Concealed forever – Tibor Donner’s extraordinary roof
The 75-year-old Donner House will be open to view during this year’s Auckland Heritage Festival, on Saturday 30 September and Sunday 1 October (12pm to 4pm) at 50 Kohu Road in Titirangi. Current custodian, architect Paul Jenkin, recounts a fascinating and little known story about its once shining roof.
The first task back in 1998 when I took on the Donner was to re-roof so as to ensure a dry interior. This was the year of the great drought, where we were asked to only flush number twos, conserve water and pray for rain. When it finally came, we experienced the true extent of ‘the leak problem’, and the suspended paint cans hanging from mangled coat hangers hooked from roof trusses, as visible through holes in the upper-level ceilings, became better understood.
Donner House was, for all intents and purposes, one of the leakiest structures ever, and this sugar cube, mid-century modernist icon experienced an epic failure, with Donner forced to endure this throughout the latter part of his life. It is, indeed, a sad tale and one Donner probably never shared, since everything he had created by way of a decorative finish to the roof had to be overcoated with a myriad of painted-on products in order to stem the flow. In sharing what that original roof looked like, I celebrate the incredible energy and passion this man had in his pursuit of the beautiful.
The roof as it was constructed in 1947 comprised of deep trusses front to back, diagonally planked forming the diaphragm, with loads carried to ground via a shear wall to the front façade. Atop these wide timber planks, molten tar was spread like thick butter, then an intermediate layer of loose pumice-like fill was applied to even out the fall, a layer of cement type pavers, then a second layer of molten tar, topped off by a loose pebble mix. This was more typical of commercial buildings of the time, and of course Donner was well involved in many such projects at the time of building his own home. It was the drying out and shrinkage of the tar layers that led to the epic failure, and this failure was repeating itself all over Auckland, wherever tar was used as the primary waterproofing medium. It was good for about 35 years, then the second layer failed soon after, and now you had leaks in roofs that were untraceable.

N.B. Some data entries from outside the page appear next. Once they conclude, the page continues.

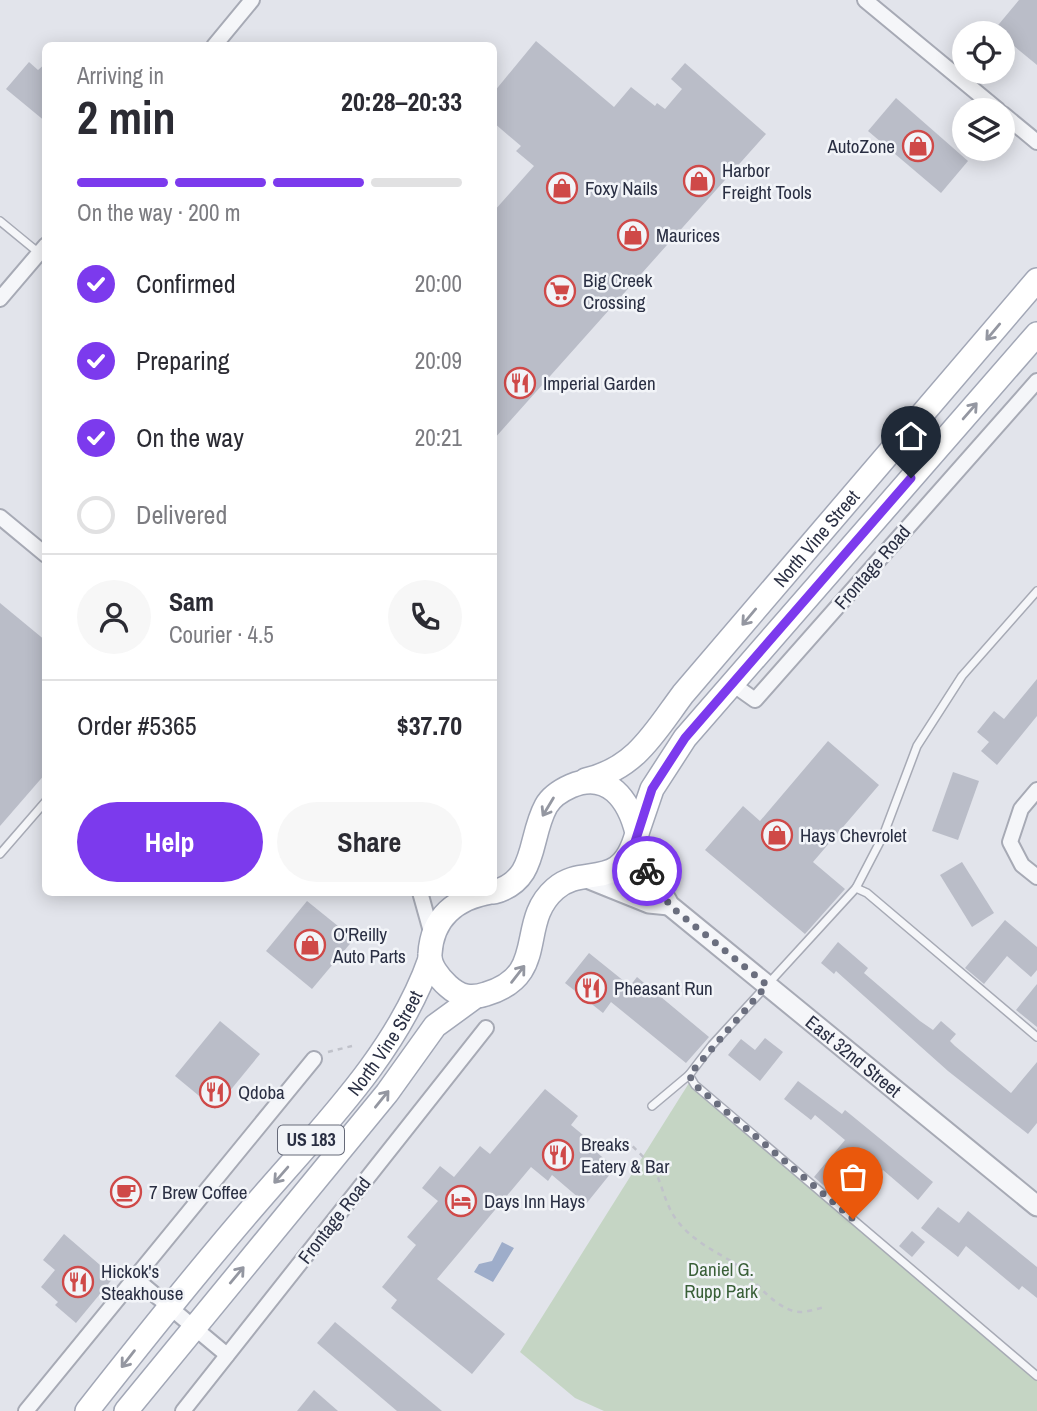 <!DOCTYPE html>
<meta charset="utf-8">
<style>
body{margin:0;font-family:"Archivo Narrow",sans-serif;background:#f7f7f7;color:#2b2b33;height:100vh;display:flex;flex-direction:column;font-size:26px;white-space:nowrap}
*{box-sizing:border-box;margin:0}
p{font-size:23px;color:#7c7c81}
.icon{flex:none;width:38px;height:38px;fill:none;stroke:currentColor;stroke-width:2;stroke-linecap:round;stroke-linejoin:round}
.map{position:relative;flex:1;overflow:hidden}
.sheet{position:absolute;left:42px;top:42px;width:455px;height:854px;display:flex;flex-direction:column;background:#fff;border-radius:10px;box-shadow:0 4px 18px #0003}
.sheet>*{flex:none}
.tools{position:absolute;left:952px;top:21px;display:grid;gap:14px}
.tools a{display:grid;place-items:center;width:63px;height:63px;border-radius:50%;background:#fff;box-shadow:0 4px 18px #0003;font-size:35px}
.pin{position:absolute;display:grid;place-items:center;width:60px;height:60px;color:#fff;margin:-72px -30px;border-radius:50% 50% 50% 0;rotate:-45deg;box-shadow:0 0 7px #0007}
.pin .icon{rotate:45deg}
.courier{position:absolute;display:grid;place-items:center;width:70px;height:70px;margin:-35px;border:5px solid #7c3aed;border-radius:50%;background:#fff;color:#222;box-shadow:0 2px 9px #0007}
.overview em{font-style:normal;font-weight:700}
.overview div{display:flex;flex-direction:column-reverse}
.overview{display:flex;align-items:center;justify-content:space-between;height:119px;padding:0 35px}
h1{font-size:46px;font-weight:700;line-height:52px}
.bar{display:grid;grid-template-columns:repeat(4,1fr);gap:10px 7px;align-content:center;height:84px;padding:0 35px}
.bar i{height:9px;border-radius:5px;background:#e1e1e2}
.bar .active{background:#7c3aed}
.bar p{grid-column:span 4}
.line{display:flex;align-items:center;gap:18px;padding:0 35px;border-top:2px solid #e1e1e2}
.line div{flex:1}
.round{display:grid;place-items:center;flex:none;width:74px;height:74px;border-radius:37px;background:#f7f7f7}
ol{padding:0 35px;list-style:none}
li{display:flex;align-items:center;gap:21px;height:77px}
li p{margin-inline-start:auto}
li .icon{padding:7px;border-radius:50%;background:#7c3aed;color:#fff;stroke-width:4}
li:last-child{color:#7c7c81}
li i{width:38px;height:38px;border:4px solid #e1e1e2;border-radius:50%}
.primary-button{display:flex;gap:14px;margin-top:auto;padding:14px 35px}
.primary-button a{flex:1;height:80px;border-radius:42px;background:#7c3aed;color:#fff;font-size:28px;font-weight:700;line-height:80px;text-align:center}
.primary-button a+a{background:#f7f7f7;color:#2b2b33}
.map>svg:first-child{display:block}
.green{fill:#c5d5c4}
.water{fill:#9eadca}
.building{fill:#babdc8}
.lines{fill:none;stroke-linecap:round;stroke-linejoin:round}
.service-casing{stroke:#a7aab5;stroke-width:10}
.minor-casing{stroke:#a7aab5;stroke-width:18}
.tertiary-casing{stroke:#a7aab5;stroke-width:23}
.primary-casing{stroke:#a2a7b6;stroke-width:26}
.path{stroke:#c0c2ca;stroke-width:2.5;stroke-dasharray:5 5;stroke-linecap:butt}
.service{stroke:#f5f6f9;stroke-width:7}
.minor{stroke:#f5f6f9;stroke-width:14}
.tertiary{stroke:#f5f6f9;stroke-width:19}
.primary{stroke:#fff;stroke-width:23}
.oneway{stroke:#9497a1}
.done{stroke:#6a6e7e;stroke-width:7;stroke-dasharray:0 12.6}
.route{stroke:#7c3aed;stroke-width:9}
.labels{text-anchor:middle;stroke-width:5;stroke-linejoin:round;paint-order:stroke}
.shield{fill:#f2f4f8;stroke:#666a79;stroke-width:2}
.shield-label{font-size:18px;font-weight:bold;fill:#2a2f43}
.poi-label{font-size:19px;fill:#2a2f43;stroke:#f2f4f8;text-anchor:start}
.street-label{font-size:19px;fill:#2a2f43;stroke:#f2f4f8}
.park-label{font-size:19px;fill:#395f37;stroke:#f2f4f8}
</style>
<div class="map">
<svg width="1037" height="1411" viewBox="0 0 1037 1411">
<rect width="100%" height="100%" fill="#e2e4eb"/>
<!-- green -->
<polygon class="green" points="689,1083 1037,1373 1037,1411 604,1411 575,1398 520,1352"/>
<!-- water -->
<polygon class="water" points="502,1242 514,1248 493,1282 474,1272 479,1264 492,1261"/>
<!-- building -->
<g class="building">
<polygon points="1019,0 1037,0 1037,65 1003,37 1003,33 994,30"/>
<polygon points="536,41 614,107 631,87 655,106 657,103 665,109 682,89 671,79 685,63 766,134 494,439 494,211 534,166 516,151 521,146 494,123 494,92"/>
<polygon points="29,62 38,70 46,63 46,122 6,89"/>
<polygon points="896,98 968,161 941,193 868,131"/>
<polygon points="0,603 46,641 46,773 0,826"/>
<polygon points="1037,679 1037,716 997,765 981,751 989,742 977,732 994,711 1004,719"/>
<polygon points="828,741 879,785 813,862 845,889 805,934 705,850 743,806 760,821"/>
<polygon points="953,772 979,781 958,840 932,831"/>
<polygon points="962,862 994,913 972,927 940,875"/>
<polygon points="307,901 354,939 312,989 266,951"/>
<polygon points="1005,920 1037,947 1037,970 1031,977 1007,956 984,984 965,968"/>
<polygon points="838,942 868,968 864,973 920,1021 933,1030 941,1021 956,1034 950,1041 955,1046 1011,1093 1037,1062 1037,1123 1028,1134 948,1071 836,971 834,974 821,963"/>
<polygon points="589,953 630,986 637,977 709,1037 686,1063 611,1002 603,1013 565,983"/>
<polygon points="1037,984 1037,1027 1016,1010"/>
<polygon points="220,1021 260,1054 215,1109 175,1076"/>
<polygon points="765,1038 783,1052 760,1081 728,1055 741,1039 755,1050"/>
<polygon points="798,1081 842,1114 845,1110 933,1182 918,1200 883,1170 872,1183 851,1166 830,1191 814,1177 845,1140 815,1115 811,1120 784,1099"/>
<polygon points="545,1089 578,1116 571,1125 583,1135 580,1138 615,1168 586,1204 552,1175 548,1181 531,1167 437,1279 505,1334 472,1374 391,1308 397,1300 382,1287 416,1245 407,1237 438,1201 422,1188 440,1166 454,1177 480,1146 490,1154"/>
<polygon points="938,1207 959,1223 968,1211 1037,1267 1037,1298 1022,1286 1019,1290 966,1246 958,1257 921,1228"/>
<polygon points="912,1231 925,1242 912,1257 899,1246"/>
<polygon points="64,1234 114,1277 76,1323 55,1305 58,1302 41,1287 55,1270 43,1260"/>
<polygon points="335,1322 442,1411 397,1411 317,1343"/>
<polygon points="314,1390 338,1411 297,1411"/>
</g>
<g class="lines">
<!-- service casing -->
<g class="service-casing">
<g id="service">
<polyline points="0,221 39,253"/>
<polyline points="1037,591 962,676 917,746 883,836 856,888 712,1045 689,1075 695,1085 1037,1376"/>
<polyline points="0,854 46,801"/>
<polyline points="856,888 867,893 1037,1037"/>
<polyline points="652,1106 689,1075"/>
</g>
</g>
<!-- minor casing -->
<g class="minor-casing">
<g id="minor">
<polyline points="865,0 998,110"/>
<polyline points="214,46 252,0"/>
<polyline points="1003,114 1037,142"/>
<polyline points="0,299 46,245"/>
<polyline points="0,517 46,555"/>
<polyline points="731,683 755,700 1037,381"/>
<polyline points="1037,790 1021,809 1010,842 1022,865 1037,877"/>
<polyline points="420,892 432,935"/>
<polyline points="136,1279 227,1355"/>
<polyline points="26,1411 314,1059"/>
<polyline points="183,1411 486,1028"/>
</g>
</g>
<!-- tertiary casing -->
<g class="tertiary-casing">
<g id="tertiary">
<path id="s1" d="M634 845C642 868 659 884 669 905L1037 1206"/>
<polyline points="587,878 649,903 669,905"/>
</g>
</g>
<!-- primary casing -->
<g class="primary-casing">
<g id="primary">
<path id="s2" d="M586 780C636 768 654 733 683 694L1037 280"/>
<polyline points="637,833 652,789 685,738 1037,334"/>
<path d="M491 892C456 898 432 917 430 954 429 965 439 978 448 986 460 997 471 999 486 994 550 975 516 923 555 889 584 863 621 894 637 833 629 800 608 770 571 786 562 790 551 797 546 806 528 839 538 880 494 892"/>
<path id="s3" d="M87 1411C142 1341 197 1272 255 1205 320 1129 397 1054 430 959"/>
<polyline points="126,1411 387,1093 435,1026 472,999"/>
</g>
</g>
<!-- path -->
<g class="path">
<polyline points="328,1052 352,1046"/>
<path d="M626 1139C635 1150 651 1162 657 1175 664 1192 667 1209 679 1223 693 1240 712 1250 731 1261 752 1275 768 1303 793 1311 804 1314 815 1309 825 1307"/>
</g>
<!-- service -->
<use href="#service" class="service"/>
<!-- minor -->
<use href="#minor" class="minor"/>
<!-- tertiary -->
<use href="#tertiary" class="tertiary"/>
<!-- primary -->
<use href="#primary" class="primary"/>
</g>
<!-- one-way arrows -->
<defs><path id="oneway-shaft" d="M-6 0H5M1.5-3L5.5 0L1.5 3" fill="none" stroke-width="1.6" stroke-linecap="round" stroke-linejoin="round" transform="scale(1.75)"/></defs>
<g class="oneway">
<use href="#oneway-shaft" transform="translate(993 332) rotate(130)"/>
<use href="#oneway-shaft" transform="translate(970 411) rotate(-49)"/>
<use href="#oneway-shaft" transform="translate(749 617) rotate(130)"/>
<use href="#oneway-shaft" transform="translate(548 807) rotate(121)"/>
<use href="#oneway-shaft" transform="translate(518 974) rotate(-52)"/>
<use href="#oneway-shaft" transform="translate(382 1099) rotate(-51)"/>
<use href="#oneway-shaft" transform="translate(281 1175) rotate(131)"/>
<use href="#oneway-shaft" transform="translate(237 1275) rotate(-50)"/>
<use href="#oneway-shaft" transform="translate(128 1359) rotate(128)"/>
</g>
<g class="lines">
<!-- done -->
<polyline class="done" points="647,871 661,887 669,905 767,985 689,1075 695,1085 853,1219"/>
<!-- route -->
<polyline class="route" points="647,871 634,845 652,789 685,738 911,478"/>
</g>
<!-- icons -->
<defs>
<g id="shop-ring" transform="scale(1.575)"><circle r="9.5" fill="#f2f4f8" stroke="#cf4948" stroke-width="1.5"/><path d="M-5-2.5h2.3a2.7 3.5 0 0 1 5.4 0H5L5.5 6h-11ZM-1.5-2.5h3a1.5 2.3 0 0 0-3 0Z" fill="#cf4948"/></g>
<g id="supermarket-ring" transform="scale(1.575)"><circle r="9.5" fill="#f2f4f8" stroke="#cf4948" stroke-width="1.5"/><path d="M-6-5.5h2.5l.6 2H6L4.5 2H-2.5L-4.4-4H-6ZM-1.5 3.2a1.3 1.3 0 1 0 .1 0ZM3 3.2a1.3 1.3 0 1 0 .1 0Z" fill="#cf4948"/></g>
<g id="restaurant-ring" transform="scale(1.575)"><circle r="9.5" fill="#f2f4f8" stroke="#cf4948" stroke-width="1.5"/><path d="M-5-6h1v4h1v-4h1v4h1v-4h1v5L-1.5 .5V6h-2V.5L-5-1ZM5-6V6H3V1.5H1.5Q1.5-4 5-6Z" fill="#cf4948"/></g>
<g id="cafe-ring" transform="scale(1.575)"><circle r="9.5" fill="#f2f4f8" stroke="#cf4948" stroke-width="1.5"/><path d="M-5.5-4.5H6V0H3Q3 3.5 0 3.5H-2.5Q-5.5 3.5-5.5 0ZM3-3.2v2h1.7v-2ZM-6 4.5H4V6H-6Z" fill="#cf4948"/></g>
<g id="hotel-ring" transform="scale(1.575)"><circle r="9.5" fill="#f2f4f8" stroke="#cf4948" stroke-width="1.5"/><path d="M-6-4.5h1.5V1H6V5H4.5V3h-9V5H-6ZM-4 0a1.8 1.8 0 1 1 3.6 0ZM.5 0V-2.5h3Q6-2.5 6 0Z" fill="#cf4948"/></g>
</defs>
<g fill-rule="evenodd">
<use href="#shop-ring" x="918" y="146"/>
<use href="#shop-ring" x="699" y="181"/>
<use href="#shop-ring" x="562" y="188"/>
<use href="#shop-ring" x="633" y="235"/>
<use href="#supermarket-ring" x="560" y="291"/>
<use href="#restaurant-ring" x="520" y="383"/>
<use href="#shop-ring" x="777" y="835"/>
<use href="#shop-ring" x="310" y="945"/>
<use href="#restaurant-ring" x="591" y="988"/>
<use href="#restaurant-ring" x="215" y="1092"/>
<use href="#restaurant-ring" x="558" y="1155"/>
<use href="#cafe-ring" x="126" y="1192"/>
<use href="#hotel-ring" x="461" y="1201"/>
<use href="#restaurant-ring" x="78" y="1282"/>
</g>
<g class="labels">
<!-- shield labels -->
<rect class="shield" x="278" y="1125.5" width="66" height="29" rx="5"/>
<g class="shield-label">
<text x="311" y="1146">US 183</text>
</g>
<!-- poi labels -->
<g class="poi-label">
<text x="895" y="153" text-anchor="end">AutoZone</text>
<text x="722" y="177">Harbor<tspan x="722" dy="22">Freight Tools</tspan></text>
<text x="585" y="195">Foxy Nails</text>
<text x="656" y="242">Maurices</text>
<text x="583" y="287">Big Creek<tspan x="583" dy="22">Crossing</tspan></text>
<text x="543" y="390">Imperial Garden</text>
<text x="800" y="842">Hays Chevrolet</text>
<text x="333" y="941">O'Reilly<tspan x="333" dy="22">Auto Parts</tspan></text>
<text x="614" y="995">Pheasant Run</text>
<text x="238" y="1099">Qdoba</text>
<text x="581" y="1151">Breaks<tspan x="581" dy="22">Eatery &amp; Bar</tspan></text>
<text x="149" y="1199">7 Brew Coffee</text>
<text x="484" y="1208">Days Inn Hays</text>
<text x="101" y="1278">Hickok's<tspan x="101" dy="22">Steakhouse</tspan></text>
</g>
<!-- street labels -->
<g class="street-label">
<text dy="7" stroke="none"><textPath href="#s2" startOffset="338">North Vine Street</textPath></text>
<text transform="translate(872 567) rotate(-49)" y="7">Frontage Road</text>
<text dy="7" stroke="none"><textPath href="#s3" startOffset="474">North Vine Street</textPath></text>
<text dy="7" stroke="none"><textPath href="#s1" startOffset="308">East 32nd Street</textPath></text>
<text transform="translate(334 1220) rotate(-52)" y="7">Frontage Road</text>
</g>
<!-- park labels -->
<g class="park-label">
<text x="721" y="1276">Daniel G.<tspan x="721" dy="22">Rupp Park</tspan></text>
</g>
</g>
</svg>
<div class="tools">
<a><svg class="icon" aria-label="locate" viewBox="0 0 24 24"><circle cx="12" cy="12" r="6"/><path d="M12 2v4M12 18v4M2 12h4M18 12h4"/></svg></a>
<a><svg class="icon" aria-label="layers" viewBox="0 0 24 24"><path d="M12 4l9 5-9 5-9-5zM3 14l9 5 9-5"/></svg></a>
</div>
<div class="pin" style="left:853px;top:1219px;background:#ea580c"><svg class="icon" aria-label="bag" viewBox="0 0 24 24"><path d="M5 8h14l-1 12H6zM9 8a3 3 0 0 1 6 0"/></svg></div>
<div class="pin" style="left:911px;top:478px;background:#1f2937"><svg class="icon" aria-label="home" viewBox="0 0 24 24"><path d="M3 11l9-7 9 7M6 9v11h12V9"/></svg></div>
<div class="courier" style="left:647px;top:871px"><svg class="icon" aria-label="bike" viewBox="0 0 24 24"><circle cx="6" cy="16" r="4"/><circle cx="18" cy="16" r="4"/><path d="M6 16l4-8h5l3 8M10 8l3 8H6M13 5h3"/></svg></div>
<section class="sheet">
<div class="overview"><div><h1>2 min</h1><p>Arriving in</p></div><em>20:28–20:33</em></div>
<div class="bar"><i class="active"></i><i class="active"></i><i class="active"></i><i></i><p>On the way · 200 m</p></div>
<ol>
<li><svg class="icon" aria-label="check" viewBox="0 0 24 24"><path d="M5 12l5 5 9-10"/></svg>Confirmed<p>20:00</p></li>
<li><svg class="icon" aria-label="check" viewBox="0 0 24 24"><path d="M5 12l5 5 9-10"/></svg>Preparing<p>20:09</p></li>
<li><svg class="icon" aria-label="check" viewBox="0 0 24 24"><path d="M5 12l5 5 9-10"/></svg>On the way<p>20:21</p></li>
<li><i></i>Delivered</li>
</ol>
<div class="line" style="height:126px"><a class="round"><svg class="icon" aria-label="person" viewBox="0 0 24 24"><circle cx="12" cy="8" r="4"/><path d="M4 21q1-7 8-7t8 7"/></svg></a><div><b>Sam</b><p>Courier · 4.5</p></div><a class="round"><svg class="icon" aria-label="phone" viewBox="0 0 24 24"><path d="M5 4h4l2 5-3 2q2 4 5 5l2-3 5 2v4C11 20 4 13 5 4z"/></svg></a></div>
<div class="line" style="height:91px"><div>Order #5365</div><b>$37.70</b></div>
<div class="primary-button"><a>Help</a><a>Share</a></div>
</section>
</div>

Some 20 years after the roof had been built, and only after Donner had secured enough old green-blue wine bottles from all sectors of staff at council, he began the process of laying the final finish by first curving the hardwood battens longitudinally, and then creating the rectilinear pattern by radiating each infill member like the spokes of a wheel, thus forming the 120 individual bays within which his crushed glass and cement mix could be spread.
The lower deck had a similar composition in glass but with a band of beer-bottle-brown glass and yellow and ochre ceramic chip reputedly pozzled from Crown Lynn’s waste bins. This band was liberally sprinkled with a glistening and reflective gold chip. The glass and ceramic were smashed, screened and tumbled in a butter churn to soften the edges. At about the same time, the Council’s Administration Building viewing platform, the best view in town for Aucklanders in the ’70s, was being topped off in the same crushed glass medium.
I began finding small segments of green-blue glass, some of it embedded and glistening, much of it in the gardens surrounding the house. I found the hardened and banged out bases of mixing buckets and great chunks of excess cement with colored chips within. I discovered a mixing and production midden with the ground littered with glass but had no idea what this all meant because the roof, when I arrived, was fully painted out with silver paint. Some areas were still painted in a black bitumen product, mostly intact, but many areas were lifting and clearly deteriorating.
The painting out of this beautiful roof was the only possible solution to remedy the relentless drip, and this must have been an incredibly sad and worrying time for an aged Donner, particularly as he had to part ways with his glistening message to the gods, a beautiful surface that had taken many months to create. My immediate task was to weatherproof the house and I opted for a fleecy-backed EPDM membrane with vents. In choosing a new drainage sump location to better drain a slumped surface that was pooling badly, I managed to hit both hardwood fillet and glass impregnated biscuit all in one, and the riddle of the roof had been discovered. I now understood what the unique hand tools were, the templates, spirit level, float and the ever-present specks of coloured glass.
This roof of extraordinary beauty remains forever intact and encapsulated by virtue of need. It cannot be liberated and will never again see the light of day. Its remaining function is one of thermal mass. So, long live the modern, you beautiful old leaky!